(Stored items)
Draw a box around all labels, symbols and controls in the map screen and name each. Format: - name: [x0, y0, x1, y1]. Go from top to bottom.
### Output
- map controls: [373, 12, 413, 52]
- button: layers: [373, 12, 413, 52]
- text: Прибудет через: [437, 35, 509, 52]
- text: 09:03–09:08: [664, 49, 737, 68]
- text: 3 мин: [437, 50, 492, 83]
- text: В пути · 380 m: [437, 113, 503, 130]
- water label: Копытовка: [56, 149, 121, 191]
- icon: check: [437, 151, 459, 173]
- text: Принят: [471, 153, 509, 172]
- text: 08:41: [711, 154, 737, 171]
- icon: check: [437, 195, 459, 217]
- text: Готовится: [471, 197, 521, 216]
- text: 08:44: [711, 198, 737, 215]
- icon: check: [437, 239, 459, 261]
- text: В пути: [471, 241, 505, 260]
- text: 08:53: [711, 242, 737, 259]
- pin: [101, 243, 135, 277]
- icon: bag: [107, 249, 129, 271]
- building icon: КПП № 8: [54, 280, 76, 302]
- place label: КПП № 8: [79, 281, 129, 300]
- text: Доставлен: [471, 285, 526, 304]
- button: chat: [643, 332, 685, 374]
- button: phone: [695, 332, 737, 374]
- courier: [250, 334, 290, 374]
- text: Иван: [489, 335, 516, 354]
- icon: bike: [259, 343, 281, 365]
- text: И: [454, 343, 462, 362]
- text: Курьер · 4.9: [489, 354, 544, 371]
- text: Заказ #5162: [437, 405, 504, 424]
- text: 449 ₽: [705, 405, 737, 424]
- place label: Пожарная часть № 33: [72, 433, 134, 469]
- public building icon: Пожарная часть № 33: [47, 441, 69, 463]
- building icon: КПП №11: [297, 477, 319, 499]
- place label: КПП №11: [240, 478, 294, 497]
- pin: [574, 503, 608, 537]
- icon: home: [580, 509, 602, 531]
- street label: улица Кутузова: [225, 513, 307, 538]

» ABOUT THIS EXERCISE
The lines of the records that contain the string "button" should be located and copied.

» ANSWER TO THIS EXERCISE
- button: layers: [373, 12, 413, 52]
- button: chat: [643, 332, 685, 374]
- button: phone: [695, 332, 737, 374]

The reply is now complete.